| Problem statement |
Report back every line below that carries the word "poiNames".

= Beginning of Section =

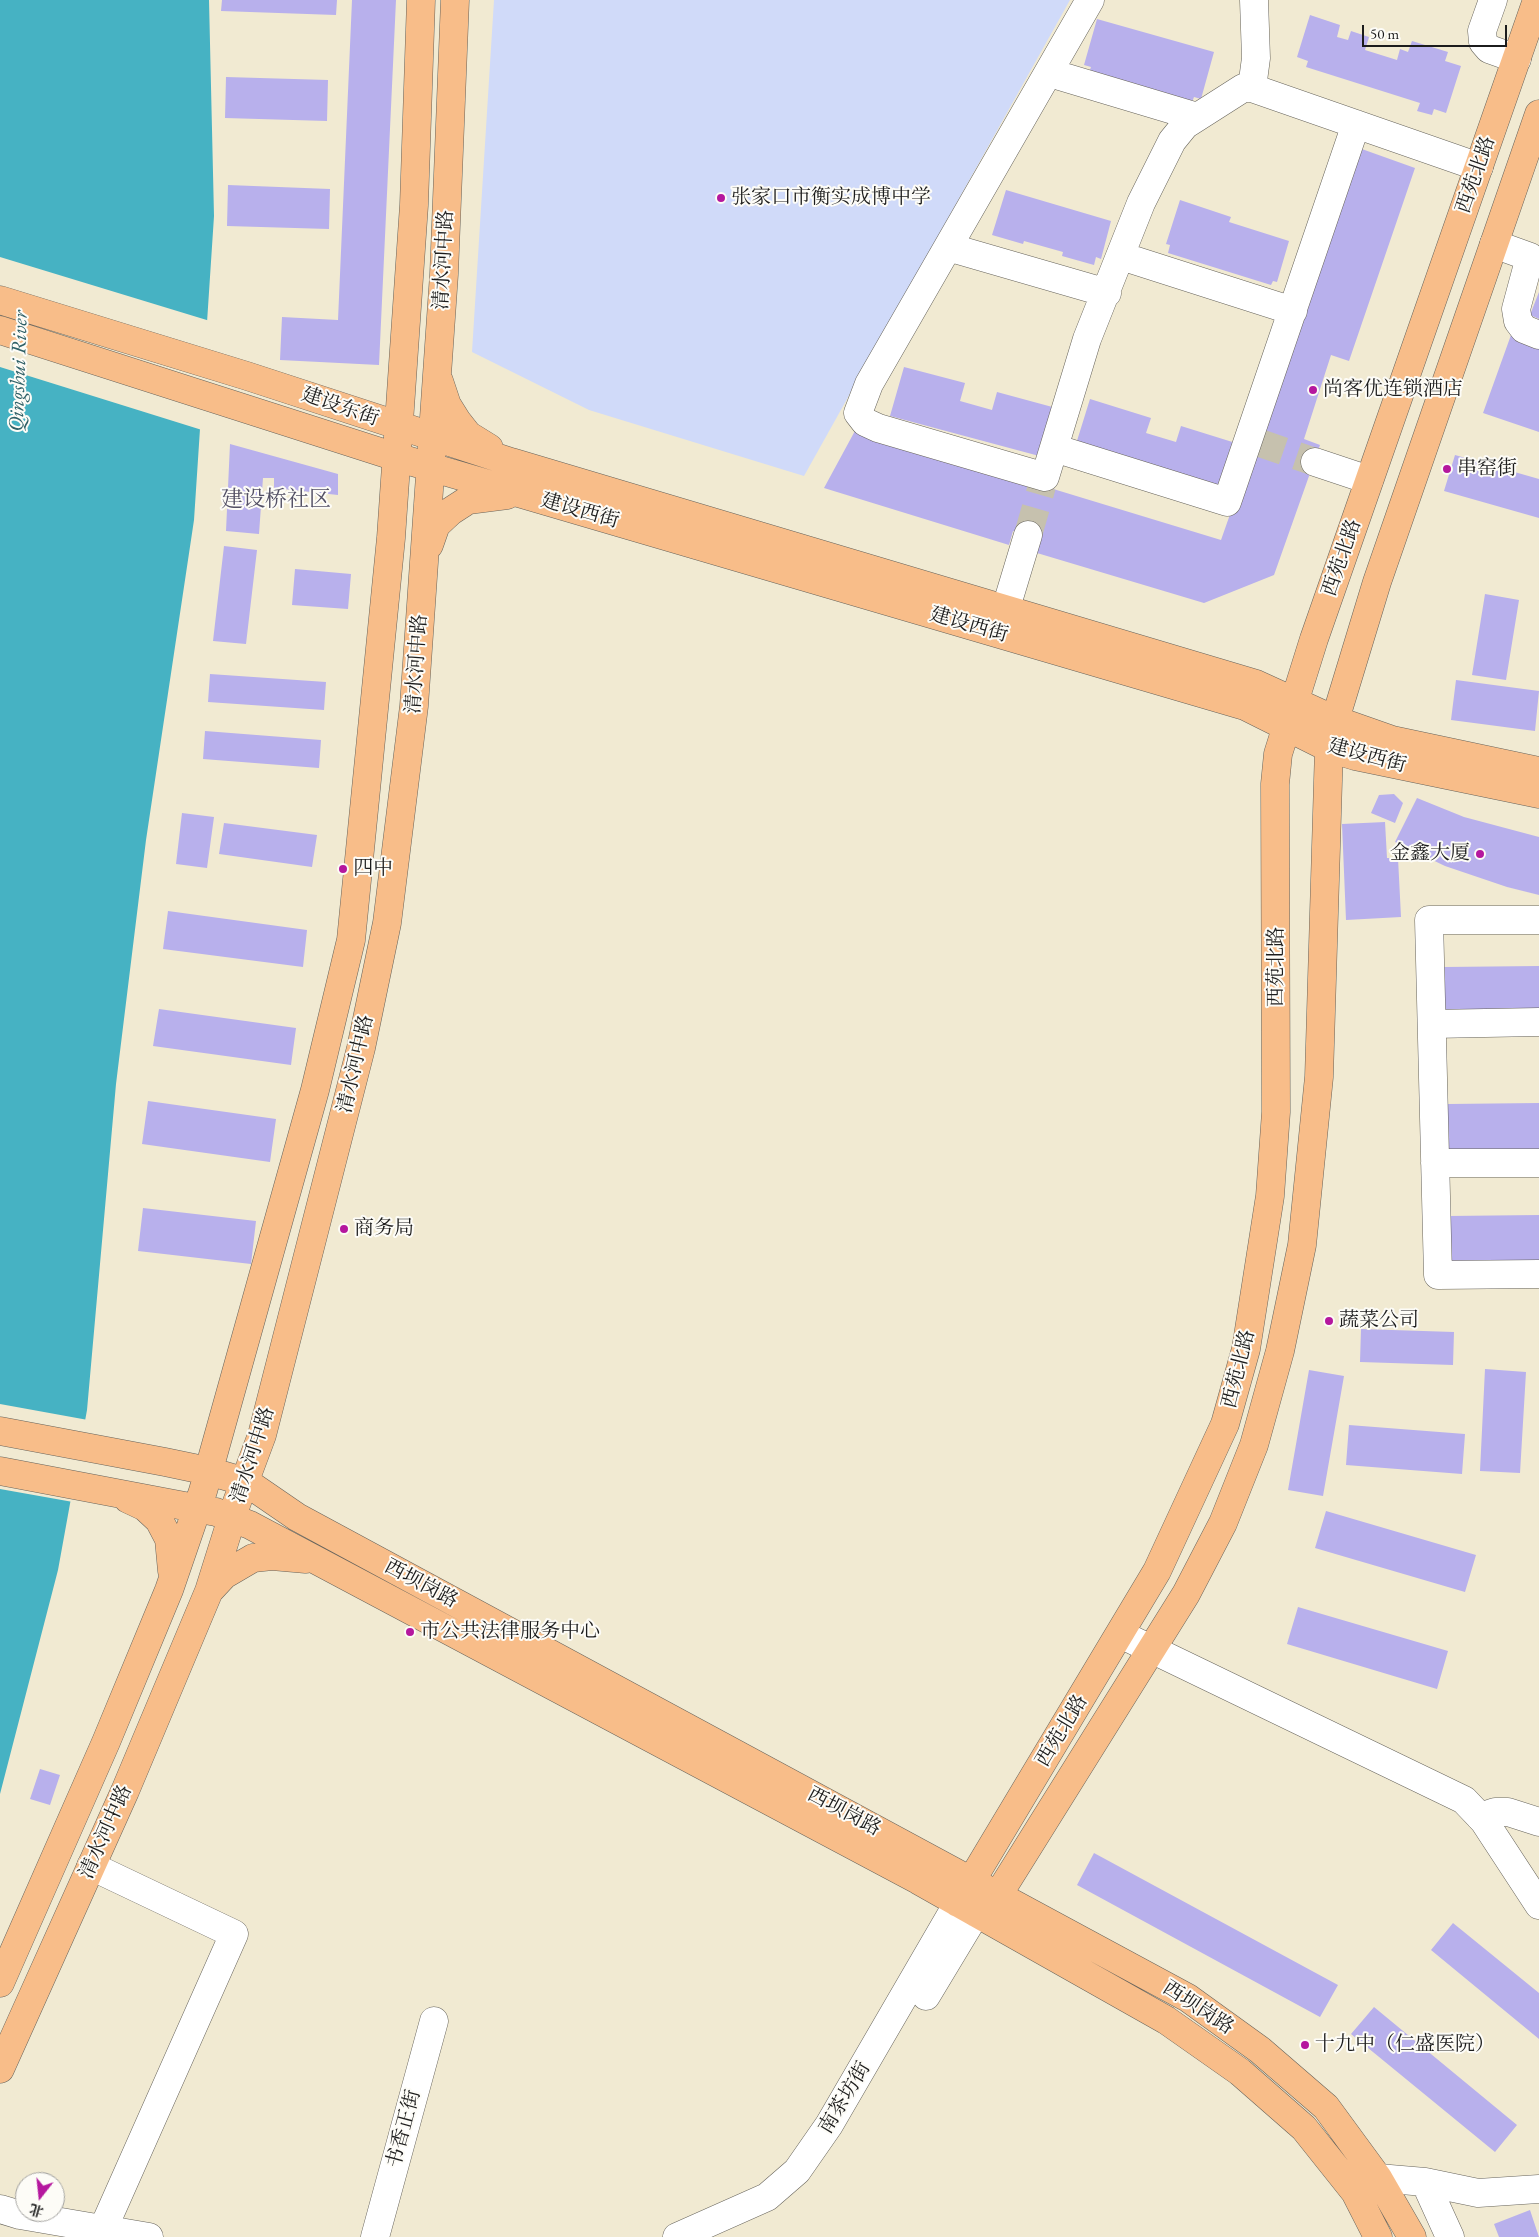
<!DOCTYPE html>
<html>
<head>
<meta charset="utf-8">
<style>
  body { margin:0 }
  #map { position:relative; width:1539px; height:2237px; overflow:hidden; background:#f1ead2; font-family:"EB Garamond","Noto Serif SC",serif }
  canvas { display:block }
  .north { position:absolute; left:15px; top:2172px; width:50px; height:50px; box-sizing:border-box; background:#fdfcf7; border:1px solid #a3a29f; border-radius:50%; rotate:196deg; font-size:14px; font-weight:700; line-height:20px; text-align:center; color:#1c1c1c }
  .north::after { content:''; display:block; margin:auto; width:18px; height:22px; background:#b5179e; clip-path:polygon(50% 0,100% 100%,50% 72%,0 100%) }
  .scale { position:absolute; left:1362px; top:25px; width:145px; height:22px; box-sizing:border-box; border:2px solid #1c1c1c; border-top:0; padding-left:6px; font-size:15px; line-height:18px; white-space:nowrap; color:#1c1c1c; -webkit-text-stroke:4px #fdfcf7; paint-order:stroke }
</style>
</head>
<body>
<div id="map">
<canvas width="1539" height="2237"></canvas>
<div class="north">北</div>
<div class="scale">50 m</div>
</div>
<script>
const ctx = document.querySelector('canvas').getContext('2d');
ctx.lineJoin = 'round';
function paint(path, color) { ctx.fillStyle = color; ctx.fill(path, 'evenodd'); }
const shape = rows => new Path2D(rows.map(r => 'M' + r).join(''));
function trace(path, color, width, dash) { ctx.strokeStyle = color; ctx.lineWidth = width; ctx.lineCap = dash ? 'butt' : 'round'; ctx.setLineDash(dash || []); ctx.stroke(path); }
function drawText(font, color, halo, rows, align = 'center') {
  ctx.font = font + ' "EB Garamond","Noto Serif SC",serif'; ctx.lineWidth = 4; ctx.setLineDash([]); ctx.textBaseline = 'middle'; ctx.strokeStyle = halo; ctx.fillStyle = color; for (const [text, x, y, turn = 0] of rows) {
    ctx.save(); ctx.translate(x, y); ctx.rotate((+turn || 0) * Math.PI / 180); ctx.textAlign = isNaN(turn) ? turn : align; if (halo) ctx.strokeText(text, 0, 0); ctx.fillText(text, 0, 0); ctx.restore();
  }
}
const built = shape([
  [494,0,1070,0,804,476,589,410,472,352]
]);
const water = shape([
  [0,0,209,0,214,216,194,520,146,840,116,1084,87,1410,58,1570,0,1794]
]);
const pier = shape([
  [0,257,210,321,202,430,0,367],
  [0,1404,88,1420,73,1502,0,1489]
]);
const building = shape([
  [222,0,337,0,336,15,221,11],
  [352,0,396,0,379,365,280,360,282,317,338,320],
  [1310,15,1340,25,1337,37,1348,40,1351,31,1369,37,1365,50,1397,60,1400,49,1408,52,1412,41,1448,52,1445,61,1461,66,1446,113,1434,109,1432,115,1417,111,1420,103,1306,67,1308,61,1297,57],
  [1097,19,1214,52,1201,99,1194,97,1191,105,1088,75,1091,67,1084,65],
  [226,77,328,80,327,121,225,118],
  [1359,148,1415,168,1349,361,1331,355,1304,439,1320,445,1274,575,1204,603,1037,553,1041,539,1013,531,1009,545,824,488,856,429,1221,540],
  [228,185,330,189,329,229,227,226],
  [1006,190,1111,221,1101,259,1096,257,1094,265,1062,256,1063,252,1024,241,1023,244,992,235],
  [1180,200,1231,217,1229,222,1289,241,1277,282,1273,281,1271,285,1168,253,1170,245,1166,244],
  [1539,292,1539,319,1530,315],
  [1511,335,1539,345,1539,432,1483,413],
  [904,367,965,383,960,401,992,410,997,392,1056,408,1043,457,890,416],
  [1090,399,1151,418,1146,433,1176,442,1181,426,1242,445,1227,492,1076,444],
  [230,444,338,474,338,495,274,488,274,478,263,478,259,534,226,531],
  [1455,455,1539,479,1539,518,1444,491],
  [224,546,257,550,246,644,213,641],
  [295,569,351,574,348,609,292,605],
  [1485,594,1519,600,1506,680,1472,675],
  [210,674,326,682,324,710,208,702],
  [1456,680,1539,691,1535,731,1451,720],
  [205,731,321,740,319,768,203,759],
  [1394,794,1403,803,1395,823,1371,813,1379,795],
  [1417,798,1464,817,1539,837,1539,895,1507,887,1445,866,1395,842],
  [182,813,214,817,207,868,176,864],
  [1385,822,1387,858,1398,858,1401,917,1346,920,1342,824],
  [224,823,317,835,312,867,219,854],
  [168,911,307,930,303,967,163,949],
  [1539,966,1539,1012,1444,1012,1444,967],
  [159,1009,296,1028,291,1065,153,1046],
  [148,1101,276,1119,270,1162,142,1144],
  [1539,1103,1539,1149,1448,1149,1448,1104],
  [143,1208,256,1221,251,1264,138,1251],
  [1539,1215,1539,1261,1449,1262,1448,1216],
  [1361,1329,1454,1332,1453,1365,1360,1362],
  [1485,1369,1526,1372,1520,1473,1480,1471],
  [1309,1370,1344,1376,1323,1496,1288,1490],
  [1349,1425,1465,1434,1462,1474,1346,1465],
  [1326,1511,1476,1555,1465,1592,1315,1548],
  [1298,1607,1448,1651,1437,1689,1287,1644],
  [40,1769,60,1775,50,1805,30,1799],
  [1094,1853,1338,1985,1320,2017,1077,1885],
  [1453,1923,1539,1993,1539,2039,1431,1950],
  [1374,2007,1517,2125,1495,2152,1351,2034],
  [1530,2210,1539,2237,1499,2237,1494,2224]
]);
const minorTunnel = shape([
  [1257,442,1315,462],
  [1028,535,1042,486]
]);
const minor = shape([
  [1090,0,869,384,858,413,865,422,878,428,1045,477,1087,339,1141,203,1172,141,1185,125,1243,88,1252,88,1479,167],
  [1493,0,1482,31,1483,42,1489,49,1517,59],
  [1050,73,1197,117],
  [1252,88,1256,58,1254,0],
  [1494,244,1530,257,1516,309,1518,321,1524,329,1539,335],
  [948,247,1107,293],
  [1121,256,1293,311],
  [1054,448,1227,502,1356,124],
  [1315,462,1369,480],
  [1005,611,1028,535],
  [1539,920,1429,920,1438,1275,1539,1274],
  [1432,1024,1539,1022],
  [1435,1163,1539,1163],
  [1120,1634,1464,1800,1484,1821,1539,1905],
  [1480,1817,1495,1812,1508,1812,1539,1822],
  [91,1866,234,1934,103,2229],
  [926,1996,976,1913],
  [1425,2182,1450,2237],
  [1360,2189,1378,2178,1425,2182,1478,2193,1539,2189],
  [0,2209,20,2215,149,2237],
  [375,2237,434,2021],
  [677,2237,767,2197,797,2171,829,2125,958,1903]
]);
const major = shape([
  [0,300,247,376,511,462,1256,684,1335,720,1392,740,1539,771],
  [0,330,396,457,1245,706,1329,748,1355,756,1539,794],
  [439,381,447,405,457,421,468,435,489,448],
  [429,545,436,525,451,511,468,500,507,495],
  [0,1431,165,1462,208,1471,246,1482,297,1517,1188,1998,1260,2050,1326,2107,1378,2178,1412,2237],
  [0,1471,216,1512,250,1525,918,1880,1166,2020,1240,2072,1304,2128,1355,2192,1378,2237],
  [128,1499,145,1507,159,1520,169,1539,172,1571],
  [210,1590,224,1575,253,1558,272,1556,306,1559],
  [958,1903,1157,1571,1225,1424,1246,1349,1270,1196,1276,1112,1275,784,1278,754,1314,639,1537,0],
  [976,1913,998,1895,1186,1594,1223,1523,1254,1445,1280,1351,1302,1245,1319,1077,1329,748,1335,720,1377,582,1539,114],
  [0,1983,106,1742,169,1590,203,1491,315,1090,351,940,391,538,414,205,421,0],
  [0,2069,125,1791,209,1591,237,1502,262,1435,361,1048,387,923,414,706,444,274,455,0]
]);
const markers = [
  [721,198,5,"#b5179e"],
  [1313,390,5,"#b5179e"],
  [1447,469,5,"#b5179e"],
  [1480,854,5,"#b5179e"],
  [343,869,5,"#b5179e"],
  [344,1229,5,"#b5179e"],
  [1329,1321,5,"#b5179e"],
  [410,1632,5,"#b5179e"],
  [1305,2045,5,"#b5179e"]
];
const streetNames = [
  ["西苑北路",1476,175,-71],
  ["清水河中路",444,260,-87],
  ["建设东街",340,407,19],
  ["建设西街",580,511,16],
  ["西苑北路",1342,558,-71],
  ["建设西街",969,625,16],
  ["清水河中路",417,664,-86],
  ["建设西街",1367,756,15],
  ["西苑北路",1277,967,-90],
  ["清水河中路",356,1064,-77],
  ["西苑北路",1239,1369,-76],
  ["清水河中路",253,1455,-72],
  ["西坝岗路",421,1584,28],
  ["西苑北路",1062,1731,-59],
  ["西坝岗路",844,1812,28],
  ["清水河中路",106,1832,-66],
  ["西坝岗路",1198,2008,33],
  ["南茶坊街",845,2098,-59],
  ["书香正街",404,2129,-75]
];
const poiNames = [
  ["张家口市衡实成博中学",731,198],
  ["尚客优连锁酒店",1323,390],
  ["串窑街",1457,469],
  ["金鑫大厦",1470,854,"right"],
  ["四中",353,869],
  ["商务局",354,1229],
  ["蔬菜公司",1339,1321],
  ["市公共法律服务中心",420,1632],
  ["十九中（仁盛医院）",1315,2045]
];
const waterNames = [
  ["Qingshui River",19,371,-88]
];
const quarterNames = [
  ["建设桥社区",276,500]
];
paint(built, '#d0daf9');
paint(water, '#46b2c3');
paint(pier, '#f1ead2');
paint(building, '#b8b0ec');
trace(minorTunnel, '#c6c1ae', 28, [28, 14]);
trace(minor, '#67645c', 29);
trace(major, '#67645c', 29);
trace(minor, '#fff', 28);
trace(major, '#f8bd89', 28);
for (const [x, y, r, color] of markers) { const dot = new Path2D(); dot.arc(x, y, r, 0, 2 * Math.PI); ctx.fillStyle = color; ctx.fill(dot); trace(dot, '#fdfcf7', 2); }
drawText('20px', '#1c1c1c', '#fdfcf7', streetNames);
drawText('20px', '#1c1c1c', '#fdfcf7', poiNames, 'left');
drawText('italic 21px', '#2f6067', '#fdfcf7', waterNames);
drawText('22px', '#535065', '#fdfcf7', quarterNames);
</script>
</body>
</html>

= End of Section =

| Response area |
const poiNames = [
drawText('20px', '#1c1c1c', '#fdfcf7', poiNames, 'left');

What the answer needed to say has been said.